Interesting about the moufflon

  • The moufflon or Ovis orientalis describes a wild sheep, which is closely related to the domestic sheep and is regarded as the ancestor of the same.
  • The moufflon was already domesticated 10,000 years ago, probably by humans in today's Anatolia.
  • Depending on the distribution area, a distinction is made between six species within the mouflon.
  • These wild sheep inhabit large parts of Europe and North Africa. However, pure European moufflons, which were not crossed with domestic sheep or other species of wild sheep, are now found only in Sardinia and Corsica.
  • There the moufflon lives in rocky and mountainous areas. In other countries, where it was re-naturalized, it is also found in forests of various altitudes.
  • Thousands of years ago, moufflons were hunted so hard in many parts of Europe that they were almost eradicated.
  • Today, wild moufflons are again widespread in many countries of Central and Eastern Europe.
  • Moufflons are hornbearers and, with a shoulder height of no more than eighty centimeters, they are slightly smaller than today's domestic sheep. Depending on the subspecies and gender, they weigh between 25 and 50 kilograms.
  • The color of the smooth coat varies depending on the seasons. In summer, the coat appears brown or reddish brown, in winter, however, almost black or gray-brown. In the winter, the males carry a saddleback, which runs from the middle of the back on both sides of the body.
  • The most striking feature of the moufflon is the thick, twisted back and spiral horns.
  • With adult rams over ten years old, the horns are already long enough to form a snail.
  • The horns of the females, however, are either barely present or only a few inches long.

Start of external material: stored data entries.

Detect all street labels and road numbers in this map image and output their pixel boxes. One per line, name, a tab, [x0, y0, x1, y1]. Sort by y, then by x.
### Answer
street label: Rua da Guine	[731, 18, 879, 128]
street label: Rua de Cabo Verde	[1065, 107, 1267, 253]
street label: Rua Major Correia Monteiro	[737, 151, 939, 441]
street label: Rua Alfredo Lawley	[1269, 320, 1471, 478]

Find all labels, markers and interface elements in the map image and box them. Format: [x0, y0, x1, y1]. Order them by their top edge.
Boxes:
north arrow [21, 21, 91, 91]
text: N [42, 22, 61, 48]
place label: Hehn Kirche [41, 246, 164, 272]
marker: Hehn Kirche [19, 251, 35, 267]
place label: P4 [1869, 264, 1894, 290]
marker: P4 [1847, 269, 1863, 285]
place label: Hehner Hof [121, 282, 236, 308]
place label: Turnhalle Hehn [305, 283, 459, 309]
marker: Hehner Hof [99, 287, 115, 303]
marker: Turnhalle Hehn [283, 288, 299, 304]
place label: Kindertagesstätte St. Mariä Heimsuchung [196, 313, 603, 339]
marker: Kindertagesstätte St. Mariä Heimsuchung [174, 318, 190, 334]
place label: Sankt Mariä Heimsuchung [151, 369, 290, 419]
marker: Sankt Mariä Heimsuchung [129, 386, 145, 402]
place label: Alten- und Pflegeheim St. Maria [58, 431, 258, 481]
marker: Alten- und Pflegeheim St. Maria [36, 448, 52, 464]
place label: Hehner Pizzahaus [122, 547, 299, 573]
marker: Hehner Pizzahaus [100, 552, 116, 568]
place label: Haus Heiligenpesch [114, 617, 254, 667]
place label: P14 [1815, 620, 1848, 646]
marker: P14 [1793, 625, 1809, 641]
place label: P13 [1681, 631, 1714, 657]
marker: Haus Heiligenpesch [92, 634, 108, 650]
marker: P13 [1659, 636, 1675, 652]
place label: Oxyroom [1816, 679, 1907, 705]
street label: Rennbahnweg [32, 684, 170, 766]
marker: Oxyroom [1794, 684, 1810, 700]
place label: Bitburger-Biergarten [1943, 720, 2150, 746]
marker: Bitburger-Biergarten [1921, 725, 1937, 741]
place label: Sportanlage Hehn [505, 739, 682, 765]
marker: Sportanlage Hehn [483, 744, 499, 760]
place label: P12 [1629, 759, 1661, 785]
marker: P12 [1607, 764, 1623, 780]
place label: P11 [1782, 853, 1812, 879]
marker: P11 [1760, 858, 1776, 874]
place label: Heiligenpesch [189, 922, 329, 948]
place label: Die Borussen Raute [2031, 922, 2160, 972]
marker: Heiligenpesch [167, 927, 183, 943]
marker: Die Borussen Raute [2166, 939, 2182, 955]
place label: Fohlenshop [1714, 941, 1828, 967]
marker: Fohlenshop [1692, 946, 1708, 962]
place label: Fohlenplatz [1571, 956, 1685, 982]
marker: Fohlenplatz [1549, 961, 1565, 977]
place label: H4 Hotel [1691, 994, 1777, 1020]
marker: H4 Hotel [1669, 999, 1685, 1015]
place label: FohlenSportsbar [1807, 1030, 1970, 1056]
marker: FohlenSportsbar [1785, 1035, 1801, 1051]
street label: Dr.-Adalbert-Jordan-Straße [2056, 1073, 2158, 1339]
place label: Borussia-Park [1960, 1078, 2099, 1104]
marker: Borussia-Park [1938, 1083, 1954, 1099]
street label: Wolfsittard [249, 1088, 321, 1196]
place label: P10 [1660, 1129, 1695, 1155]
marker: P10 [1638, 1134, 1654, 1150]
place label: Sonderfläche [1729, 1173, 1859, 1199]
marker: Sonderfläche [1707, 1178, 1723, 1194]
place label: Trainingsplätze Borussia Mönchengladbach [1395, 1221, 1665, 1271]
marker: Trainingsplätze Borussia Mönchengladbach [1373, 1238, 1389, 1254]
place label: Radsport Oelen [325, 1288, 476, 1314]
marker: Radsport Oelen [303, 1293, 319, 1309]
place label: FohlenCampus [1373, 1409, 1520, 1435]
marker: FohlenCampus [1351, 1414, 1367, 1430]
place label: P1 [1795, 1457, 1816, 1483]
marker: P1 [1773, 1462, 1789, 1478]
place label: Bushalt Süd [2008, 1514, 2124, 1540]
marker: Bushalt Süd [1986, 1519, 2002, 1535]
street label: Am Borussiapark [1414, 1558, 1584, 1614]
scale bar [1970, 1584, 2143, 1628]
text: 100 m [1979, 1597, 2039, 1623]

  • The moufflon feeds on ruminants of leaves, grasses, herbs, mosses, lichens, tree barks and poisonous plants such as the belladonna.
  • The females and their cubs join together in small packs. Only during the rutting season in the fall, the rams also come across.
  • After a gestation period of several months, the females in March or April usually give birth to a single, rarely even two lambs, which are nursed for six months.
  • The life expectancy of the mouflon is between twelve and eighteen years.